Work to be completed: Only the lines below starting at the one that contains "const ctx = document.querySelector('canvas').getContext('2d');" and ending at the one that contains "function stroke(path, color, width, dash)" are to be reproduced, exactly and with both ends kept.

Exercise material:
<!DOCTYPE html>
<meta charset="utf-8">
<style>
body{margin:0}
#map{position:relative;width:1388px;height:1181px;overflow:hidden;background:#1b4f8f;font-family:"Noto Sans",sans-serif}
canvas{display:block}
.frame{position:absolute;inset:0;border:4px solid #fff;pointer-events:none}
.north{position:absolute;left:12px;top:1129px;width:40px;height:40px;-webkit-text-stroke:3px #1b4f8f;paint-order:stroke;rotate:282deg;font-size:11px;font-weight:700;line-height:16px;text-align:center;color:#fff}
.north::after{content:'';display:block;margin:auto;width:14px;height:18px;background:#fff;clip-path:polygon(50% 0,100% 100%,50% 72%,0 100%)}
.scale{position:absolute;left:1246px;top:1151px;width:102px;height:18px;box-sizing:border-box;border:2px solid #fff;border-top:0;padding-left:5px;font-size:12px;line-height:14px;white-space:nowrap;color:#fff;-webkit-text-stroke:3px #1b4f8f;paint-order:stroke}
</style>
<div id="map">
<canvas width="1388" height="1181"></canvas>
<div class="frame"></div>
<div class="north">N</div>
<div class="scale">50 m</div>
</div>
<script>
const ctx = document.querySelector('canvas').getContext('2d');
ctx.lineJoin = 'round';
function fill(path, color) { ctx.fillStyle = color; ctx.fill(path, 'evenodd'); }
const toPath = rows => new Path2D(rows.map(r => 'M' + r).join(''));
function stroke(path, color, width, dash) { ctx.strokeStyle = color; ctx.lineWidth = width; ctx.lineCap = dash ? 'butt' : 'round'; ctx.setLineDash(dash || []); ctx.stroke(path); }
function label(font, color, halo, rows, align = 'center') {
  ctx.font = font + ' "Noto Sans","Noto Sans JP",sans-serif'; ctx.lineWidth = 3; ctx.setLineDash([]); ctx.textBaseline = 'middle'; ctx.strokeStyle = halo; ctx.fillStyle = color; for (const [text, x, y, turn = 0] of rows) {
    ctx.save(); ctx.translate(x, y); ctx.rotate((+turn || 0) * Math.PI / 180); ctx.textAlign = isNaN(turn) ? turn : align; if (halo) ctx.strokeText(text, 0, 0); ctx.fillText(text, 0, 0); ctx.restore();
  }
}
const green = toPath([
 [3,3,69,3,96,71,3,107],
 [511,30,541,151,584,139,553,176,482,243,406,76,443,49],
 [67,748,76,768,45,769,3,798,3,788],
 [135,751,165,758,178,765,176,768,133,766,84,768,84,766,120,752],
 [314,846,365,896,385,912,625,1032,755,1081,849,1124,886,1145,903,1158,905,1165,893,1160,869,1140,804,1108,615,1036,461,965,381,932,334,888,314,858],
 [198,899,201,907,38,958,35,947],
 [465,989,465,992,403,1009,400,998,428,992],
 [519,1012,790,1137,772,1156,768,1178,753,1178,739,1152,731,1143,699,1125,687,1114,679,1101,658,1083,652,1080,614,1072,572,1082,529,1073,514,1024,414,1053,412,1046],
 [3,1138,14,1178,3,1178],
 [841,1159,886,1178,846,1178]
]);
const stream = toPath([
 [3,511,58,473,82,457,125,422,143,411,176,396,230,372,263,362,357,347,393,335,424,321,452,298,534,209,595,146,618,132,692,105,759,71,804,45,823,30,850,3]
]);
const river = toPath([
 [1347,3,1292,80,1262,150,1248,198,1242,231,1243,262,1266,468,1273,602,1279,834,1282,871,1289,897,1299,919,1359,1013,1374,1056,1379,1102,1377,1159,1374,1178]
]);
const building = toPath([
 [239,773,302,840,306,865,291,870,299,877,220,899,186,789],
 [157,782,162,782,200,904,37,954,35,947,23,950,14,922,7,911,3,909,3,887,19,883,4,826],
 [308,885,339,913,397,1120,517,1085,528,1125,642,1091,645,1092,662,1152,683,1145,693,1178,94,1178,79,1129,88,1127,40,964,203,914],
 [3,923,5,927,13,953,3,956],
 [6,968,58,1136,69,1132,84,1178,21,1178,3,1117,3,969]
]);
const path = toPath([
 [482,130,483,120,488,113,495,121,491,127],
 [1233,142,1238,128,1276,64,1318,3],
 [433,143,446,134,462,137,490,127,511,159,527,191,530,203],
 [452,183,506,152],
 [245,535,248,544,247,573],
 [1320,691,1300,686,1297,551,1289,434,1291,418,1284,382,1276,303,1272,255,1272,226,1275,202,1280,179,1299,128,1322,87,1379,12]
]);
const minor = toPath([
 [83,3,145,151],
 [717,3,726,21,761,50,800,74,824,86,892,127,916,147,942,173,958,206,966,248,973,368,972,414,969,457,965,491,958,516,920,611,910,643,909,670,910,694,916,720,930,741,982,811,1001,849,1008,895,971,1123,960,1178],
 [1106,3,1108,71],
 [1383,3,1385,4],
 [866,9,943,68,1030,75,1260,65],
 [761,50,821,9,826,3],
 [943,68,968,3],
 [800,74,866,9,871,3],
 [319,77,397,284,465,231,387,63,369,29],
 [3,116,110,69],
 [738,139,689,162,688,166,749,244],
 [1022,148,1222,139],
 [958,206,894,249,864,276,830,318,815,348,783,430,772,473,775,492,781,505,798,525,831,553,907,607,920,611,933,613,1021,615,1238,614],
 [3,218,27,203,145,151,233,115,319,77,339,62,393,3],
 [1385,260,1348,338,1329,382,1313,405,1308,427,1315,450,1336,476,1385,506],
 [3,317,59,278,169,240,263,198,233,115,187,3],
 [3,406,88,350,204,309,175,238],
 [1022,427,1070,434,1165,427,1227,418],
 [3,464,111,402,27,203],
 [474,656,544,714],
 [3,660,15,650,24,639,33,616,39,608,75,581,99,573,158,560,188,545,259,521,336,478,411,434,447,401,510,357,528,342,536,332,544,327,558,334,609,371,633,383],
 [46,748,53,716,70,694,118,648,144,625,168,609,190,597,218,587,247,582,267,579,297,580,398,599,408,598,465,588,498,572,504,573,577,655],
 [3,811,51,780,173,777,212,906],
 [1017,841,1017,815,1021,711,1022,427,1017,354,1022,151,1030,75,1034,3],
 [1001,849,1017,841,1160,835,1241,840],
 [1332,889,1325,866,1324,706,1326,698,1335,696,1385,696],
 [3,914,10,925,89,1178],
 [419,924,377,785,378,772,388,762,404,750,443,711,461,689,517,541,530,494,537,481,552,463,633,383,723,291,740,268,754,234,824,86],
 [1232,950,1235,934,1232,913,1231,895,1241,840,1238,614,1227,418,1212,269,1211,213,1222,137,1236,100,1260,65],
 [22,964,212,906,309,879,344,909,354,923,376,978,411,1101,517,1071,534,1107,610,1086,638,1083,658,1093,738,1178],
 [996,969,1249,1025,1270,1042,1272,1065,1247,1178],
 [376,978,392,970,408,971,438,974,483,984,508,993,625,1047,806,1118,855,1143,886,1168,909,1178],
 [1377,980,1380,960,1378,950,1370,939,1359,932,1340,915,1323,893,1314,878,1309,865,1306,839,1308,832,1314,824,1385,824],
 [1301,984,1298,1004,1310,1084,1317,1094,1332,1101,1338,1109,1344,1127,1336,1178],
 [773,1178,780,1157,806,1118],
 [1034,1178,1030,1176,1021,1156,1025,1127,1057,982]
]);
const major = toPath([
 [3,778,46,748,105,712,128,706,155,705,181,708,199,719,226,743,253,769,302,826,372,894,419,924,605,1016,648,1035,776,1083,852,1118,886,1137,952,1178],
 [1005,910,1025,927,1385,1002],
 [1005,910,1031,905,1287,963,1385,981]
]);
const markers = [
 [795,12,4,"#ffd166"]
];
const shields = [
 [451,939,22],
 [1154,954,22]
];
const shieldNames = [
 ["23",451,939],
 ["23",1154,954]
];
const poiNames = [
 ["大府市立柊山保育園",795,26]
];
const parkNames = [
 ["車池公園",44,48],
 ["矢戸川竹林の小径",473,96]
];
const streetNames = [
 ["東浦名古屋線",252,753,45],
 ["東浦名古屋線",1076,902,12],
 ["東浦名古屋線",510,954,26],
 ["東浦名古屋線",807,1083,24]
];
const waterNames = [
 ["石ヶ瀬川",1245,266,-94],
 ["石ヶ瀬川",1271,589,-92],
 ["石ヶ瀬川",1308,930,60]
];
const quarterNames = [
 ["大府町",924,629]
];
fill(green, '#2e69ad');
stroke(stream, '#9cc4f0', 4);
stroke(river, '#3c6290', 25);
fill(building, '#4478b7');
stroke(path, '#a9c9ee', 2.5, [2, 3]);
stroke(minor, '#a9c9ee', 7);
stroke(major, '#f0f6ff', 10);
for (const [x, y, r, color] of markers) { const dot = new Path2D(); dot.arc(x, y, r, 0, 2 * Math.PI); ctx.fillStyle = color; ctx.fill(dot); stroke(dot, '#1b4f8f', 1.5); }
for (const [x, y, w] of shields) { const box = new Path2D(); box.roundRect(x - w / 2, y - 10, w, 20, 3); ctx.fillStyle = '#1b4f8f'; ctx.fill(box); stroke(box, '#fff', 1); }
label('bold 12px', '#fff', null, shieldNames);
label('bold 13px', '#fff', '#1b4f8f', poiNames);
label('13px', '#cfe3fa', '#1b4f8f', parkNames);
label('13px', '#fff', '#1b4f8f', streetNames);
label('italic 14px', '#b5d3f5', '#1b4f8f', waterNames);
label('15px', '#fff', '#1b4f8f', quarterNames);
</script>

Task result:
const ctx = document.querySelector('canvas').getContext('2d');
ctx.lineJoin = 'round';
function fill(path, color) { ctx.fillStyle = color; ctx.fill(path, 'evenodd'); }
const toPath = rows => new Path2D(rows.map(r => 'M' + r).join(''));
function stroke(path, color, width, dash) { ctx.strokeStyle = color; ctx.lineWidth = width; ctx.lineCap = dash ? 'butt' : 'round'; ctx.setLineDash(dash || []); ctx.stroke(path); }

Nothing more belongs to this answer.